## PROBLEM
Having read the data, transcribe all of it without deviation.

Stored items
-*-*-

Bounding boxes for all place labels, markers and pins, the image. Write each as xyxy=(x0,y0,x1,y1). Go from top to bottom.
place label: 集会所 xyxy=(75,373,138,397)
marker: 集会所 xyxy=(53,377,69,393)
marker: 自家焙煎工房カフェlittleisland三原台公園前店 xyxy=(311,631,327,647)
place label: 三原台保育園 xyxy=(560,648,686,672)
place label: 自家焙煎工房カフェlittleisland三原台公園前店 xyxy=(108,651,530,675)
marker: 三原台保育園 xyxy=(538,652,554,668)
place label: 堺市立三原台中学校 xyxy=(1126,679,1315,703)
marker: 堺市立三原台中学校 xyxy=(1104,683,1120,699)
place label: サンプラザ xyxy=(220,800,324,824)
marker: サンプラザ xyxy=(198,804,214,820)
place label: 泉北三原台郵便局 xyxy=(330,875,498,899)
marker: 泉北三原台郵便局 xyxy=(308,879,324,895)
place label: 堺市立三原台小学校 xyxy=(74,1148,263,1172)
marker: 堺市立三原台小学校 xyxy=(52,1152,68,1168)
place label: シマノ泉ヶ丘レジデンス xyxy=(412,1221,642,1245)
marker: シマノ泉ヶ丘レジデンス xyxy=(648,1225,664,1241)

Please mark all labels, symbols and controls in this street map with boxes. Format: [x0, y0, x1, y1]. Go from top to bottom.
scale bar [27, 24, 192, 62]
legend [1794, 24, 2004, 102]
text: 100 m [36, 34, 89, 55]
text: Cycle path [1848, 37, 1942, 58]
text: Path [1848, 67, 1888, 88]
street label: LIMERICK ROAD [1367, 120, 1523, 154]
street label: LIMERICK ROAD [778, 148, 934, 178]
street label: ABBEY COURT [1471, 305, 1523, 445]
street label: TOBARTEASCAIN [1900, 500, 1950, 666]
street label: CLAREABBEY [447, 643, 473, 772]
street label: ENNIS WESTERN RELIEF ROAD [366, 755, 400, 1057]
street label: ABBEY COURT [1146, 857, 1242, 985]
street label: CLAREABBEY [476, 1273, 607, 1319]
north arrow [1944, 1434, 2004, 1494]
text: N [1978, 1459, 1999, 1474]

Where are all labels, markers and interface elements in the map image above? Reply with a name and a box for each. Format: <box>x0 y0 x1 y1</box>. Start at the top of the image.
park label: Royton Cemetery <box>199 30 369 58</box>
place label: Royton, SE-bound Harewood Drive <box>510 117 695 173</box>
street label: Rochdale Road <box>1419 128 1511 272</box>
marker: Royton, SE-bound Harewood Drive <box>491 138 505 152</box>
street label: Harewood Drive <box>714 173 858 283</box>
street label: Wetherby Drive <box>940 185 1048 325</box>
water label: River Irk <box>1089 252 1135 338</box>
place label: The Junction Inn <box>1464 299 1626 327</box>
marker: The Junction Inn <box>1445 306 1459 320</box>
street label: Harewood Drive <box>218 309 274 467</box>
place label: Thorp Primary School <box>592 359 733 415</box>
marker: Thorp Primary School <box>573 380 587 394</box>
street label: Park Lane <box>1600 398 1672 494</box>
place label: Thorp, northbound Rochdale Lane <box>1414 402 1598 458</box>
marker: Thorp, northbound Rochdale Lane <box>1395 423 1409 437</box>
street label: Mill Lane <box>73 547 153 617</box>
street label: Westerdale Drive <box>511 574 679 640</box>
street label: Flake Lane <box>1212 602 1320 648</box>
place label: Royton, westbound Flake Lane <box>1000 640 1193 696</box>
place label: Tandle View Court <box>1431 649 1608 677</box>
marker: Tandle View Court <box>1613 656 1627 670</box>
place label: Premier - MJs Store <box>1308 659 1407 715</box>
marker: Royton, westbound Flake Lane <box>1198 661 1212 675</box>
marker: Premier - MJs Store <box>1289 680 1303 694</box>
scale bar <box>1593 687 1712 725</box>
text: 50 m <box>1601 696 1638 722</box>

-*-*-

## WRITTEN SOLUTION
Bounding boxes for all place labels, markers and pins, the image. Write each as xyxy=(x0,y0,x1,y1). Go from top to bottom.
place label: 集会所 xyxy=(75,373,138,397)
marker: 集会所 xyxy=(53,377,69,393)
marker: 自家焙煎工房カフェlittleisland三原台公園前店 xyxy=(311,631,327,647)
place label: 三原台保育園 xyxy=(560,648,686,672)
place label: 自家焙煎工房カフェlittleisland三原台公園前店 xyxy=(108,651,530,675)
marker: 三原台保育園 xyxy=(538,652,554,668)
place label: 堺市立三原台中学校 xyxy=(1126,679,1315,703)
marker: 堺市立三原台中学校 xyxy=(1104,683,1120,699)
place label: サンプラザ xyxy=(220,800,324,824)
marker: サンプラザ xyxy=(198,804,214,820)
place label: 泉北三原台郵便局 xyxy=(330,875,498,899)
marker: 泉北三原台郵便局 xyxy=(308,879,324,895)
place label: 堺市立三原台小学校 xyxy=(74,1148,263,1172)
marker: 堺市立三原台小学校 xyxy=(52,1152,68,1168)
place label: シマノ泉ヶ丘レジデンス xyxy=(412,1221,642,1245)
marker: シマノ泉ヶ丘レジデンス xyxy=(648,1225,664,1241)

Please mark all labels, symbols and controls in this street map with boxes. Format: [x0, y0, x1, y1]. Go from top to bottom.
scale bar [27, 24, 192, 62]
legend [1794, 24, 2004, 102]
text: 100 m [36, 34, 89, 55]
text: Cycle path [1848, 37, 1942, 58]
text: Path [1848, 67, 1888, 88]
street label: LIMERICK ROAD [1367, 120, 1523, 154]
street label: LIMERICK ROAD [778, 148, 934, 178]
street label: ABBEY COURT [1471, 305, 1523, 445]
street label: TOBARTEASCAIN [1900, 500, 1950, 666]
street label: CLAREABBEY [447, 643, 473, 772]
street label: ENNIS WESTERN RELIEF ROAD [366, 755, 400, 1057]
street label: ABBEY COURT [1146, 857, 1242, 985]
street label: CLAREABBEY [476, 1273, 607, 1319]
north arrow [1944, 1434, 2004, 1494]
text: N [1978, 1459, 1999, 1474]

Where are all labels, markers and interface elements in the map image above? Reply with a name and a box for each. Format: <box>x0 y0 x1 y1</box>. Start at the top of the image.
park label: Royton Cemetery <box>199 30 369 58</box>
place label: Royton, SE-bound Harewood Drive <box>510 117 695 173</box>
street label: Rochdale Road <box>1419 128 1511 272</box>
marker: Royton, SE-bound Harewood Drive <box>491 138 505 152</box>
street label: Harewood Drive <box>714 173 858 283</box>
street label: Wetherby Drive <box>940 185 1048 325</box>
water label: River Irk <box>1089 252 1135 338</box>
place label: The Junction Inn <box>1464 299 1626 327</box>
marker: The Junction Inn <box>1445 306 1459 320</box>
street label: Harewood Drive <box>218 309 274 467</box>
place label: Thorp Primary School <box>592 359 733 415</box>
marker: Thorp Primary School <box>573 380 587 394</box>
street label: Park Lane <box>1600 398 1672 494</box>
place label: Thorp, northbound Rochdale Lane <box>1414 402 1598 458</box>
marker: Thorp, northbound Rochdale Lane <box>1395 423 1409 437</box>
street label: Mill Lane <box>73 547 153 617</box>
street label: Westerdale Drive <box>511 574 679 640</box>
street label: Flake Lane <box>1212 602 1320 648</box>
place label: Royton, westbound Flake Lane <box>1000 640 1193 696</box>
place label: Tandle View Court <box>1431 649 1608 677</box>
marker: Tandle View Court <box>1613 656 1627 670</box>
place label: Premier - MJs Store <box>1308 659 1407 715</box>
marker: Royton, westbound Flake Lane <box>1198 661 1212 675</box>
marker: Premier - MJs Store <box>1289 680 1303 694</box>
scale bar <box>1593 687 1712 725</box>
text: 50 m <box>1601 696 1638 722</box>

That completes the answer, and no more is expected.